One of the most challenging aspects of extreme poverty is that it’s inextricably linked to gender parity. When women are denied the latter, it exacerbates the former. Happily, the reverse is also true. As the Organisation for Economic Co-operation and Development stated, “Higher female earnings and bargaining power translate into greater investment in children’s education, health and nutrition, which leads to economic growth in the long term.” Indeed, the OECD found that in Africa alone, crop production could increase by up to 20 percent if women’s access to fertilizer were equal to men’s.
In other words, just as poverty does not happen in isolation, neither does its alleviation.That is the notion that the Caterpillar Foundation – and its She Is campaign – is facing head-on. The initiative is aimed at giving women in developing nations increased access to energy.
Funding for the Foundation’s work comes from the proceeds of Caterpillar Inc.’s products, which in themselves help to address poverty by building a better future.
“We want to get to the root cause of poverty,” said Michele Sullivan, president of the Caterpillar Foundation. “Poverty does not occur in a vacuum. Particularly in developing countries, women are the ones that really make the family go in every way. A woman that doesn’t have to go look for water can go to school. If she can go to school, she can get an education. If she can get an education, she can get a job.”
Or, as Jennifer Zammuto, the Caterpillar Foundation’s Chief Operating Officer put it, “When everyone has the same fair chance, we all benefit.”
The Caterpillar Foundation and its grant partners have already done a great deal to support women in developing nations. There’s Kenya’s Esther Rukaro, who, in a few short years, launched a distribution enterprise for clean cookstoves, thanks to aid from the Global Alliance for Clean Cookstoves and the United Nations Foundation.

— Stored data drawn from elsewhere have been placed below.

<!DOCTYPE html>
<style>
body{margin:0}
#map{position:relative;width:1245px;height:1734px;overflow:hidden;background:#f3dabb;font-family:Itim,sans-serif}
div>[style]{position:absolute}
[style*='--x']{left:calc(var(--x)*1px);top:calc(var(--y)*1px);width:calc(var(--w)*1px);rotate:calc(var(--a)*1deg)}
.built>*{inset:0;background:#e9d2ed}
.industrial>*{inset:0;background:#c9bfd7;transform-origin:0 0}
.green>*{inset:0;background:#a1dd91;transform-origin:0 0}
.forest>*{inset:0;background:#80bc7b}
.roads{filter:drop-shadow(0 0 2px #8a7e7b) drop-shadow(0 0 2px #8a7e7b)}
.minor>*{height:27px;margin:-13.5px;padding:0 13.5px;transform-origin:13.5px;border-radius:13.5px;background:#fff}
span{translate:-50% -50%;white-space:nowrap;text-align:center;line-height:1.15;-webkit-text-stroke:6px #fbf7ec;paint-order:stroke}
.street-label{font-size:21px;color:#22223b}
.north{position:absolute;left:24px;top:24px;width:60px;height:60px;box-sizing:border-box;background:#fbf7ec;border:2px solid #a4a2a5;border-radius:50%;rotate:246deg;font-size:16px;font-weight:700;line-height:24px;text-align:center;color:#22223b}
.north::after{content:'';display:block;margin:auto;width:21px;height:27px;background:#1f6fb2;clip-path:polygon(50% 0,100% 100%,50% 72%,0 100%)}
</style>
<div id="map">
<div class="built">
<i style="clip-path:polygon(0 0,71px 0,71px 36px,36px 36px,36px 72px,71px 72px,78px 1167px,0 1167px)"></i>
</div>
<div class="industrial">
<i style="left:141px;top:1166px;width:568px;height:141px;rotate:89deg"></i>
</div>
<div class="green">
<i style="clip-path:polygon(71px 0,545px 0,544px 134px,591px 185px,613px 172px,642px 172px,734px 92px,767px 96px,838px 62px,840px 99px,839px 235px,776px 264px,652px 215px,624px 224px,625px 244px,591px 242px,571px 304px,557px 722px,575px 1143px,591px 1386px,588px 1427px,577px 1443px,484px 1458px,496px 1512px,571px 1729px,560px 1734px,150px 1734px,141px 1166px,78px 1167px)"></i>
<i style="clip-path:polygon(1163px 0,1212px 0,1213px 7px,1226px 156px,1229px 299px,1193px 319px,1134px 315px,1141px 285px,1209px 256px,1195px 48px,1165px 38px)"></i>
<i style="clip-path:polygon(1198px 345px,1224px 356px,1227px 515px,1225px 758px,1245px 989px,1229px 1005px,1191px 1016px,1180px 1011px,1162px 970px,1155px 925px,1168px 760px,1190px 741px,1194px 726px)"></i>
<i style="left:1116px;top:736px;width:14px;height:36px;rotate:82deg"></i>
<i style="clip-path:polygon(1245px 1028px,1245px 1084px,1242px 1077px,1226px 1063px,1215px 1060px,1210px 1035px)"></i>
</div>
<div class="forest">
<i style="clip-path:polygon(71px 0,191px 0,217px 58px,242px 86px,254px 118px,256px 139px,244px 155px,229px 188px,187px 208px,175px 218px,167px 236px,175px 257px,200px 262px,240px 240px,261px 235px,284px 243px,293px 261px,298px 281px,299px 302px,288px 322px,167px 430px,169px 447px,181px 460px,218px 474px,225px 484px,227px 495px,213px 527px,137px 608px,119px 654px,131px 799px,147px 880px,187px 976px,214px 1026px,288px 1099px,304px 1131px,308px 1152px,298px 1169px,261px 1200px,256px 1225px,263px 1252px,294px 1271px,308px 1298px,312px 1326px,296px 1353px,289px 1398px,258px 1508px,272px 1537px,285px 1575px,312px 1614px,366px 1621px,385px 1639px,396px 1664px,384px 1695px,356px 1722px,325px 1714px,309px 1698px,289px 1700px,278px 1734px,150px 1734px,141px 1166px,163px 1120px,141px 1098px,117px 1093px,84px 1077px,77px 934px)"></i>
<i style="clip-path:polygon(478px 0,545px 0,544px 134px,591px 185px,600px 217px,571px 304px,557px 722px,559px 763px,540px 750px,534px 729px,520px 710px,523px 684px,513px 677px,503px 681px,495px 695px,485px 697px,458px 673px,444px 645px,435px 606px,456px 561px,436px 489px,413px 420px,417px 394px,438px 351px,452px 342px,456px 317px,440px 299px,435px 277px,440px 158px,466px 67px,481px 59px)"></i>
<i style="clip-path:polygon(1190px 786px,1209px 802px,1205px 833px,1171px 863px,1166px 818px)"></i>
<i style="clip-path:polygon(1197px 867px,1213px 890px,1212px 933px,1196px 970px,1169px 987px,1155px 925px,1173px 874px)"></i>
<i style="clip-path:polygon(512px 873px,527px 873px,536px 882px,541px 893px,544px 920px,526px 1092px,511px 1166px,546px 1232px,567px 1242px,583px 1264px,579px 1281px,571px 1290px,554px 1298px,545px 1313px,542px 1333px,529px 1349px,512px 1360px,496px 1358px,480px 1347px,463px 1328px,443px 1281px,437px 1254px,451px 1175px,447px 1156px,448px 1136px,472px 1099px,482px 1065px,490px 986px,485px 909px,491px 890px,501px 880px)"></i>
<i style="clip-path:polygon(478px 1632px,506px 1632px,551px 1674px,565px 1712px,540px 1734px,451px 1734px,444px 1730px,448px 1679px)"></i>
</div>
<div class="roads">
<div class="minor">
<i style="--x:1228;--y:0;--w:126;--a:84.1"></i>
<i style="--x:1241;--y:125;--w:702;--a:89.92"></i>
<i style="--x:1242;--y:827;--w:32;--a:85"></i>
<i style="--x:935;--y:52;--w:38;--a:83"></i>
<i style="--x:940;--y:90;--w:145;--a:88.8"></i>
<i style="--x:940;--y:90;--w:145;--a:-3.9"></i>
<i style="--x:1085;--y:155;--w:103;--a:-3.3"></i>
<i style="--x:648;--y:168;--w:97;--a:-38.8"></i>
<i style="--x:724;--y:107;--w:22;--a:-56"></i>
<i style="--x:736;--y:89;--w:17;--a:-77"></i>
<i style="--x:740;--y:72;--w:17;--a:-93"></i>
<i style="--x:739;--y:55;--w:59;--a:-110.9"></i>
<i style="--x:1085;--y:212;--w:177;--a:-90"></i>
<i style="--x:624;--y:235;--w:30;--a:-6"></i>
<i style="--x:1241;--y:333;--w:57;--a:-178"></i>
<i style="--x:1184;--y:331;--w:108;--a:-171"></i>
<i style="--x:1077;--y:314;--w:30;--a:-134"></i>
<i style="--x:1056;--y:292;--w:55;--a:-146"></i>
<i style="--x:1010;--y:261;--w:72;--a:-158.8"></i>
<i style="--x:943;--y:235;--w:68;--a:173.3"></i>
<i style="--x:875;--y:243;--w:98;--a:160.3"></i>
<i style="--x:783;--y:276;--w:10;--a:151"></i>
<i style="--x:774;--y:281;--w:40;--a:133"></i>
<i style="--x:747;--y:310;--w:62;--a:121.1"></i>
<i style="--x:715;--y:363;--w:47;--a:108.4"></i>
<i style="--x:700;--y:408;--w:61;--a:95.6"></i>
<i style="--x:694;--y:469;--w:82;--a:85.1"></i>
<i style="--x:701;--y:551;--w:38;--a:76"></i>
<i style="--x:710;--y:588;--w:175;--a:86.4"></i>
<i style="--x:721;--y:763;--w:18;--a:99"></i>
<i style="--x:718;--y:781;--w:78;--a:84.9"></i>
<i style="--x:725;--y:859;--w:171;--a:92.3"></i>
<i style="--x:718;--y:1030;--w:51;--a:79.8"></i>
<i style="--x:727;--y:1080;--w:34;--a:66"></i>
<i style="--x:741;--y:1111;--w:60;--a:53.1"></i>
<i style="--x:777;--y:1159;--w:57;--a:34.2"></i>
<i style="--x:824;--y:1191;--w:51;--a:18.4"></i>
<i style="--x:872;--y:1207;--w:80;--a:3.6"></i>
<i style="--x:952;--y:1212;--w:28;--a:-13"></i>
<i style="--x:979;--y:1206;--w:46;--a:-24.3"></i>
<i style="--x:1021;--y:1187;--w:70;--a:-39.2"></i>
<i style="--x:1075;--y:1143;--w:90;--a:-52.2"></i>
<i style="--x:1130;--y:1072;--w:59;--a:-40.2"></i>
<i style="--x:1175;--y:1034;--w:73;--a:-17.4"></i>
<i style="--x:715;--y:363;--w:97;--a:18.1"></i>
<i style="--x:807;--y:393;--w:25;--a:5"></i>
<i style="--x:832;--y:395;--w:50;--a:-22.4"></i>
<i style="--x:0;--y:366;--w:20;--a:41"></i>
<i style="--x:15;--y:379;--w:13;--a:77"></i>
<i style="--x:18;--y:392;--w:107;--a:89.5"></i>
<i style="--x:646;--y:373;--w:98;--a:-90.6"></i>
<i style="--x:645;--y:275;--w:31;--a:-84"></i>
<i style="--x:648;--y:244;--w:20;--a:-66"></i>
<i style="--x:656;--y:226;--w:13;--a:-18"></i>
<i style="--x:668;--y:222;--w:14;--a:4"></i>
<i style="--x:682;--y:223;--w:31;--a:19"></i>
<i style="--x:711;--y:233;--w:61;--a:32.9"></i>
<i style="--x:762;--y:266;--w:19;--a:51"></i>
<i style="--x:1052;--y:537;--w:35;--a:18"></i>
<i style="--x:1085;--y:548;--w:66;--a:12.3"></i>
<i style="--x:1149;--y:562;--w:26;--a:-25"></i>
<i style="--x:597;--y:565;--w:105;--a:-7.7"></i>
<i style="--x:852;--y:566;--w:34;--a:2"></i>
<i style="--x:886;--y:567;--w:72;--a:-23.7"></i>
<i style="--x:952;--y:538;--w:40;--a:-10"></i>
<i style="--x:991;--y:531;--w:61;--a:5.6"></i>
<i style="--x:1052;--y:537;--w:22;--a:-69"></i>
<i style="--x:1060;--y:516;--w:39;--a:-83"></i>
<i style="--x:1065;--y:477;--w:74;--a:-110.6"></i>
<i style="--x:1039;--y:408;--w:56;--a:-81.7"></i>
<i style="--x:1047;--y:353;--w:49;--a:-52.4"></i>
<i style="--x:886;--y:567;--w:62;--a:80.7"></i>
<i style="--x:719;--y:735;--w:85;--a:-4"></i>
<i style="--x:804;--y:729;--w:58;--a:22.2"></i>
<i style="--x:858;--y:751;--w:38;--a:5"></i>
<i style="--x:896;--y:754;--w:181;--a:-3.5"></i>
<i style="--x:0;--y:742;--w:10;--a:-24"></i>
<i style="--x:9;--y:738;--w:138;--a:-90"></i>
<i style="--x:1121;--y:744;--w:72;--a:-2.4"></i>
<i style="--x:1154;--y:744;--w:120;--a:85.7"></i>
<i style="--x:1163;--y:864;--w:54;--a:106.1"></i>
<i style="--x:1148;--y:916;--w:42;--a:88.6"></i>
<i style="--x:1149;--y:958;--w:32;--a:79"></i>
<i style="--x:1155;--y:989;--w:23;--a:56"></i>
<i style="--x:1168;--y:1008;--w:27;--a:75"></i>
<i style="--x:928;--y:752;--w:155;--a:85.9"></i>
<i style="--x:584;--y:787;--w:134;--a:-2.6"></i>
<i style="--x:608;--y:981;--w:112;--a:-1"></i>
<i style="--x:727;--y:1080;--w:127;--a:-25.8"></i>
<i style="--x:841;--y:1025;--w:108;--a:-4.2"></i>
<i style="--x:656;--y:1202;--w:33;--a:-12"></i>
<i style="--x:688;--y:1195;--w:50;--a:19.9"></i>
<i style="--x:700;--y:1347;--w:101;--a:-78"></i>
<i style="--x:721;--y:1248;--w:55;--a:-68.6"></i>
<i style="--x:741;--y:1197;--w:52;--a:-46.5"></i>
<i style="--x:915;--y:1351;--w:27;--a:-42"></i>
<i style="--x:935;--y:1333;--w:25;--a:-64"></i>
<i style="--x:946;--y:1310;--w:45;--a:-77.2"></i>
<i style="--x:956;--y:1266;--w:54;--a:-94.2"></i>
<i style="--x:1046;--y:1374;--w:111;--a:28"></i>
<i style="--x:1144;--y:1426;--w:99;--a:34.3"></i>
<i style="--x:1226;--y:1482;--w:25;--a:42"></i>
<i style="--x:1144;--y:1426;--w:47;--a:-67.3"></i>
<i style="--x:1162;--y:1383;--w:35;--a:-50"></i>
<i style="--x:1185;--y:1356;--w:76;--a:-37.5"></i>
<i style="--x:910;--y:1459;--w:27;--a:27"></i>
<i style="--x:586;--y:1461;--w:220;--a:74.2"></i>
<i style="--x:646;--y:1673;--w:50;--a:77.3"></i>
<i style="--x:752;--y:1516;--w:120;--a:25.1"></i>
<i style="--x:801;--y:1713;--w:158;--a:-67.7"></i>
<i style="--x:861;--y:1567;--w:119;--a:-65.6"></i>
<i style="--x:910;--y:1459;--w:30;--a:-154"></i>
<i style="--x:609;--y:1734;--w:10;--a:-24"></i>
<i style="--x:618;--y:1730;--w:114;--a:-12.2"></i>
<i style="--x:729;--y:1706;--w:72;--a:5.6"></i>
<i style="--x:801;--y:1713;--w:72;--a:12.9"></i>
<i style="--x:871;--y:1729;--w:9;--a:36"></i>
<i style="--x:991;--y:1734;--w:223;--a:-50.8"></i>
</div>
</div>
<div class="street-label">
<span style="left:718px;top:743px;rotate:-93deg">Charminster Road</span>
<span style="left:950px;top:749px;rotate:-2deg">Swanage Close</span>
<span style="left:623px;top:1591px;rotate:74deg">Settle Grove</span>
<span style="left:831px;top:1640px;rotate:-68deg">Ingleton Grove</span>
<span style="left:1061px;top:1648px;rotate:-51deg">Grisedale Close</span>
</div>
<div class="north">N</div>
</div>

There’s Marie Claudine Musabyimana, who went from being afraid to light her own home with a kerosene lamp, for fear of fire, to running a thriving food stand lit by a solar lamp. She’s even contemplating the construction of a solar-powered supermarket.
These are success stories and, certainly, there are a lot of them. On a broader scale, though, there’s still a great deal of work to be done to help lift women in developing nations out of extreme poverty.